Assignment> Your answer should be every line below that includes the word "numOctaves".

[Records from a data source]
*** Begin section ***

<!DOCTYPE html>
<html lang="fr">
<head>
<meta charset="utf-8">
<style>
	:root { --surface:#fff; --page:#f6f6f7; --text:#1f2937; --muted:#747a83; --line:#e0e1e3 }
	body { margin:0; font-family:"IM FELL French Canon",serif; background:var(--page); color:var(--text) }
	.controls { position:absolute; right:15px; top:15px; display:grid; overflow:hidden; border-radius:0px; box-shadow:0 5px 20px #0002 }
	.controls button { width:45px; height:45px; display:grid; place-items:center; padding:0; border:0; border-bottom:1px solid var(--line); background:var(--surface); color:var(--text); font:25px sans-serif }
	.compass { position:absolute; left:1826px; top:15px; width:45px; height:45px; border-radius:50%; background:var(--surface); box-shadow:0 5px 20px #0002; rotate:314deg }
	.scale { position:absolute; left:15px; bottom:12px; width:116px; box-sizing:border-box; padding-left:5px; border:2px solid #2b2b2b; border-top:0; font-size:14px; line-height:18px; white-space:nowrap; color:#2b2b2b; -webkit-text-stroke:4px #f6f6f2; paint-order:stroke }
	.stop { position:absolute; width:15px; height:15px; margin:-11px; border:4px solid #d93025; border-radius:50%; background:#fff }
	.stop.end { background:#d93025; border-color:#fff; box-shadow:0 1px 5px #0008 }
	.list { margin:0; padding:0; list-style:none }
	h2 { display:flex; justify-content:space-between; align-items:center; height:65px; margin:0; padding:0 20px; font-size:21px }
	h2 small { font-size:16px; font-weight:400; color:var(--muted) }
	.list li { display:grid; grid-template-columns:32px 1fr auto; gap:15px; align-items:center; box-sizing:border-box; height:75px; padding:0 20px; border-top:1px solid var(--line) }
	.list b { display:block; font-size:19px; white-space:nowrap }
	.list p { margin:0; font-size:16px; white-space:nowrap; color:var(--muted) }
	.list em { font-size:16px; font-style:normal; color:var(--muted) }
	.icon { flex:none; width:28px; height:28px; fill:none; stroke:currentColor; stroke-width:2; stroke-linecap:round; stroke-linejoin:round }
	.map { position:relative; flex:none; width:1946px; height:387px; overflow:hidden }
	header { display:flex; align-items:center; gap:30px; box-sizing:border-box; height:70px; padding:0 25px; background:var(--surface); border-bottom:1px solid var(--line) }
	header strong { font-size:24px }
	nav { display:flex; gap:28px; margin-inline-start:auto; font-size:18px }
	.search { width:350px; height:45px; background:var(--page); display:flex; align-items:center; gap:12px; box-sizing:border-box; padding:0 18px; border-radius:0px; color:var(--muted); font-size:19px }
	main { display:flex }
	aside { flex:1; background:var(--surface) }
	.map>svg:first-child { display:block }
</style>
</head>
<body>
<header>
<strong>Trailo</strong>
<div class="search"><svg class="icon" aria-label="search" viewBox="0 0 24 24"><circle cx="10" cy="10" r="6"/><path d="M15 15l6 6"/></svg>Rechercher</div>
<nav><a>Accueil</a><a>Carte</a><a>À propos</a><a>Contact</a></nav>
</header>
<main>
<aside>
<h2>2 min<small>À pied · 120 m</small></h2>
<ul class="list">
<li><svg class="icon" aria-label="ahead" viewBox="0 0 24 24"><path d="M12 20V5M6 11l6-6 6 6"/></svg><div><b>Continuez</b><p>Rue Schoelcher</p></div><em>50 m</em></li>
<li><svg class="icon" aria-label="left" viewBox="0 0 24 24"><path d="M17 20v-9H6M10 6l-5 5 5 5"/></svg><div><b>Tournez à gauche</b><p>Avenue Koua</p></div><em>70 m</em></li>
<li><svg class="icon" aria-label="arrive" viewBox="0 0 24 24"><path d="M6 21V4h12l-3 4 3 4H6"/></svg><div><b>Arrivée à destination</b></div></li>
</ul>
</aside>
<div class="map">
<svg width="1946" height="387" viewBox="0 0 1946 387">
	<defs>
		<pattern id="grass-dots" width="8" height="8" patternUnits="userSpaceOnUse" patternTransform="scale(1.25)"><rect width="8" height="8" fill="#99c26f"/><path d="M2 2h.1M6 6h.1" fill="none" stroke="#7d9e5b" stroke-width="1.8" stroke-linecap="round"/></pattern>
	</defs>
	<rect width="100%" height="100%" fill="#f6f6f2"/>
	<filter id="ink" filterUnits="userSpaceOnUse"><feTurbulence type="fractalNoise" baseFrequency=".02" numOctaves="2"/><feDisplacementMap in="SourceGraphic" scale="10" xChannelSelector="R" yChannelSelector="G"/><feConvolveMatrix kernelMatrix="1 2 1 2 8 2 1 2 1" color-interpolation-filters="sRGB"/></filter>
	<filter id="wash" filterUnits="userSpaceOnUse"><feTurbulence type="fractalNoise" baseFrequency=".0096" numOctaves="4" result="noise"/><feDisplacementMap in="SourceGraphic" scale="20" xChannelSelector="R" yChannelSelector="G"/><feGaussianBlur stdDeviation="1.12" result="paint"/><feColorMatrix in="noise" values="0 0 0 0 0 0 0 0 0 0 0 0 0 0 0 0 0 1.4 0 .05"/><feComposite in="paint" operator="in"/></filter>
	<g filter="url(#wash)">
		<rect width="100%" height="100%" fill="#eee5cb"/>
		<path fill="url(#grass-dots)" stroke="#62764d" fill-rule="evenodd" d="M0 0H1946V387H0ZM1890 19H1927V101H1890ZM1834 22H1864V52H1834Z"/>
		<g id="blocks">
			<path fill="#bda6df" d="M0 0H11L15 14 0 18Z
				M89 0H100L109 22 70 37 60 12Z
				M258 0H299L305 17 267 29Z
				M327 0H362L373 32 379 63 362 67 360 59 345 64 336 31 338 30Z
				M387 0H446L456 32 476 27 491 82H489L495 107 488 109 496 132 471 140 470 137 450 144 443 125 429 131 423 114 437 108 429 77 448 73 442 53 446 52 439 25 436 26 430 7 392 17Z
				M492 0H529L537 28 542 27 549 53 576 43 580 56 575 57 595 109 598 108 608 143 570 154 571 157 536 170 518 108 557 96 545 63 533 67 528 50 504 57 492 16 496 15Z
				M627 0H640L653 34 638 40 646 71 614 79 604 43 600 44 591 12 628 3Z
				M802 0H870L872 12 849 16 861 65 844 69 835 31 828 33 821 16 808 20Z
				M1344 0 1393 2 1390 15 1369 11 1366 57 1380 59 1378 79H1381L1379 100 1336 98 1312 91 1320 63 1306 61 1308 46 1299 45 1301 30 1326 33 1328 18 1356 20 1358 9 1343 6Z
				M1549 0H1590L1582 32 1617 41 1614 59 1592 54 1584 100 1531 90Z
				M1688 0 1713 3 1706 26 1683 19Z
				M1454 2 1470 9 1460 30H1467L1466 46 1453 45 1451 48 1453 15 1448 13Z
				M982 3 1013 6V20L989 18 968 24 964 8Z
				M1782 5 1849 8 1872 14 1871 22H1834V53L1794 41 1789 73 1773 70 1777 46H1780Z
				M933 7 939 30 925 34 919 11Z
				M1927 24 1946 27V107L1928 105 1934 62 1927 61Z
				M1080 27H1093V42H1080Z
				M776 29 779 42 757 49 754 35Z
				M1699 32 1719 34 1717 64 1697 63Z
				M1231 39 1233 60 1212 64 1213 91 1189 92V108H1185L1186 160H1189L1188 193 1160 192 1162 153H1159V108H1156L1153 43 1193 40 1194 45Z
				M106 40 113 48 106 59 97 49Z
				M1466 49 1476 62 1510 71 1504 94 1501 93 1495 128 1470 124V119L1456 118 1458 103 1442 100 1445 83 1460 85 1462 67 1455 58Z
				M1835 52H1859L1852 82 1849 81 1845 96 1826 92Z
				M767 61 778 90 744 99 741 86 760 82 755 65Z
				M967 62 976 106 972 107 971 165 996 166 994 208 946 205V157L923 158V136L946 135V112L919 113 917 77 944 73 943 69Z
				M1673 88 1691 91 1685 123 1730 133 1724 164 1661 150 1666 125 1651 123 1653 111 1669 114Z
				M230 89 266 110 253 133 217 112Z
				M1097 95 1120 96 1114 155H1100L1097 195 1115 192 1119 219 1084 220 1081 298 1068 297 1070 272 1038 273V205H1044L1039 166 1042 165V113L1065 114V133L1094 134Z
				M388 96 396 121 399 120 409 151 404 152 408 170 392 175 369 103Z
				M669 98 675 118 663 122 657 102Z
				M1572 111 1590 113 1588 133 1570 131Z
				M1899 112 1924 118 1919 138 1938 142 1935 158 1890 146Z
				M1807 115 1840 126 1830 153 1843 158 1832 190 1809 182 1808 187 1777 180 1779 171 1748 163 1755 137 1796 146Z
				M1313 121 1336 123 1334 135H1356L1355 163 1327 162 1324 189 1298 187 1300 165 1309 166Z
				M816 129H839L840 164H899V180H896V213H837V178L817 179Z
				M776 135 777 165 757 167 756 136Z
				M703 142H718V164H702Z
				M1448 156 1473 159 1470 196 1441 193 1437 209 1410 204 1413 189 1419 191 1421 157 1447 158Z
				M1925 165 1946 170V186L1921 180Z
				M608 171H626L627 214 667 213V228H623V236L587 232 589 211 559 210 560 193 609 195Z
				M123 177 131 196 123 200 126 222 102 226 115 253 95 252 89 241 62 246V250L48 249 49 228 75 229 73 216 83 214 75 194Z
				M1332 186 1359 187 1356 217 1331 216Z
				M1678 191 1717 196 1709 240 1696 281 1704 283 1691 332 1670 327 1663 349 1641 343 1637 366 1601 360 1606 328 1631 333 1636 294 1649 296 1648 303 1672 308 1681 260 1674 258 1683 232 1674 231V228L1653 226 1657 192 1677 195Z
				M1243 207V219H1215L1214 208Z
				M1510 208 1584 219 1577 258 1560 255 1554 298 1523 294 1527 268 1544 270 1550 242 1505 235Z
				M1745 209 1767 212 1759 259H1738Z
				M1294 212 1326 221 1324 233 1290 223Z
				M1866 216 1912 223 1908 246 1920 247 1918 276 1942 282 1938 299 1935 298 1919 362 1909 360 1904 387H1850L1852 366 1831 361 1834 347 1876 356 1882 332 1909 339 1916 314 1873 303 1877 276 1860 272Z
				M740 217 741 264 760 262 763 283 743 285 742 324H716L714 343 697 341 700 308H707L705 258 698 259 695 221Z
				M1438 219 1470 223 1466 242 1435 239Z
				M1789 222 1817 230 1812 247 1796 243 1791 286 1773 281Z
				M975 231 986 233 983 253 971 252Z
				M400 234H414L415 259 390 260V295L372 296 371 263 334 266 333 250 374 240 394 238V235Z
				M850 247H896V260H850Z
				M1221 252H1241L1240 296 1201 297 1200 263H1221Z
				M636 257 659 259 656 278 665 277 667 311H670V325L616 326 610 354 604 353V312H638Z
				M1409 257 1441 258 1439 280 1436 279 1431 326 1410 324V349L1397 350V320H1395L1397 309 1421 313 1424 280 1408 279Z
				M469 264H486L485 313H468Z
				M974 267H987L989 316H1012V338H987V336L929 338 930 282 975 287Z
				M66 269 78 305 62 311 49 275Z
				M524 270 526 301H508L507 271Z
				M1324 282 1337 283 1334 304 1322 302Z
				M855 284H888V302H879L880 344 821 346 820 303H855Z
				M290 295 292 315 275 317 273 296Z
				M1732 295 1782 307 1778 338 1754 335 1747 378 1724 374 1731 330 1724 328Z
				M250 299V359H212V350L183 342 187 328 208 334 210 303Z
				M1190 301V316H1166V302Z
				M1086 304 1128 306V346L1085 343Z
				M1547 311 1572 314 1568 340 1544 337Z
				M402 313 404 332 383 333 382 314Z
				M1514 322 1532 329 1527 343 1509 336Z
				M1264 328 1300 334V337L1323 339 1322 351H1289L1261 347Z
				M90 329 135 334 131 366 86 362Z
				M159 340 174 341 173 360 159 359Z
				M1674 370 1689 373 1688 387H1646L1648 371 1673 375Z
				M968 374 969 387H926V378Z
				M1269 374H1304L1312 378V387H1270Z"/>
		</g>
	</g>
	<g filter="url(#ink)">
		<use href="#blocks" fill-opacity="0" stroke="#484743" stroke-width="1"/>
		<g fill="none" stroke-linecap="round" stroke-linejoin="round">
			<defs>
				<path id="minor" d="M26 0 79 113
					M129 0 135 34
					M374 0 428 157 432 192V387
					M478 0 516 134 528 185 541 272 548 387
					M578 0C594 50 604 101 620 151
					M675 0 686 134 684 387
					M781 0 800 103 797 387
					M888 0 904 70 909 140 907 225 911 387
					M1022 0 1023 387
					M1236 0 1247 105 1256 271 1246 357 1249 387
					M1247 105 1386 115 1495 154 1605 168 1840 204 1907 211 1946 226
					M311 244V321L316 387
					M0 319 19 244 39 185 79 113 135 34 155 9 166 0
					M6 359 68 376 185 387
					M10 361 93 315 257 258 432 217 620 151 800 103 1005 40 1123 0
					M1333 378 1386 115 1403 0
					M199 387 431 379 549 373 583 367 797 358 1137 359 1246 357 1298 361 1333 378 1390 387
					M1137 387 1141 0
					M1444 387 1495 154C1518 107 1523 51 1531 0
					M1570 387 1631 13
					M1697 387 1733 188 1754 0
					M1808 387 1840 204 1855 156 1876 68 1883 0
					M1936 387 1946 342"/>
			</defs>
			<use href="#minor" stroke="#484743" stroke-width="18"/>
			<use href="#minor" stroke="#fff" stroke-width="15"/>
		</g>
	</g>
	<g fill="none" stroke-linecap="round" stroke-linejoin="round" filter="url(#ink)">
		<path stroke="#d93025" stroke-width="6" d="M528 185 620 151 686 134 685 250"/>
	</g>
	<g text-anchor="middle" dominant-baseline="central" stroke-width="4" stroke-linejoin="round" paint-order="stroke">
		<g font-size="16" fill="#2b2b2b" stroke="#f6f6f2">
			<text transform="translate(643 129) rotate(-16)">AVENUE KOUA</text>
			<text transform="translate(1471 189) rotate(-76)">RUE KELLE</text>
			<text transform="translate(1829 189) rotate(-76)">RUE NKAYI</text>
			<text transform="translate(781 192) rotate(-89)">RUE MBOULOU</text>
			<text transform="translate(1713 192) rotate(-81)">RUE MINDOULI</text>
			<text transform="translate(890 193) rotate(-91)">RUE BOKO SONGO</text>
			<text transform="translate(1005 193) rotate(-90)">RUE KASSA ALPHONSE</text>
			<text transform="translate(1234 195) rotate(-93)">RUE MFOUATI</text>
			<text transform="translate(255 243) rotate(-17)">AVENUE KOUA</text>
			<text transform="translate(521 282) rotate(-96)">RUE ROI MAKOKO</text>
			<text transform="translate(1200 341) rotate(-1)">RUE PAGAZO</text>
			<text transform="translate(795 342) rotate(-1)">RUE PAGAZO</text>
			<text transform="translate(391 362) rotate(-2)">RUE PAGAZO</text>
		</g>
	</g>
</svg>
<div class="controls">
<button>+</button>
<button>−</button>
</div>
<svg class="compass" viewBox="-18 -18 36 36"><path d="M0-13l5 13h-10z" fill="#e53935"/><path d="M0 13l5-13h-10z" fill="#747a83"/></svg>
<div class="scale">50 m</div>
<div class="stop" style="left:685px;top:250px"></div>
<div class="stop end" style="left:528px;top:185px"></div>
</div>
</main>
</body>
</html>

*** End section ***

Output below>
	<filter id="ink" filterUnits="userSpaceOnUse"><feTurbulence type="fractalNoise" baseFrequency=".02" numOctaves="2"/><feDisplacementMap in="SourceGraphic" scale="10" xChannelSelector="R" yChannelSelector="G"/><feConvolveMatrix kernelMatrix="1 2 1 2 8 2 1 2 1" color-interpolation-filters="sRGB"/></filter>
	<filter id="wash" filterUnits="userSpaceOnUse"><feTurbulence type="fractalNoise" baseFrequency=".0096" numOctaves="4" result="noise"/><feDisplacementMap in="SourceGraphic" scale="20" xChannelSelector="R" yChannelSelector="G"/><feGaussianBlur stdDeviation="1.12" result="paint"/><feColorMatrix in="noise" values="0 0 0 0 0 0 0 0 0 0 0 0 0 0 0 0 0 1.4 0 .05"/><feComposite in="paint" operator="in"/></filter>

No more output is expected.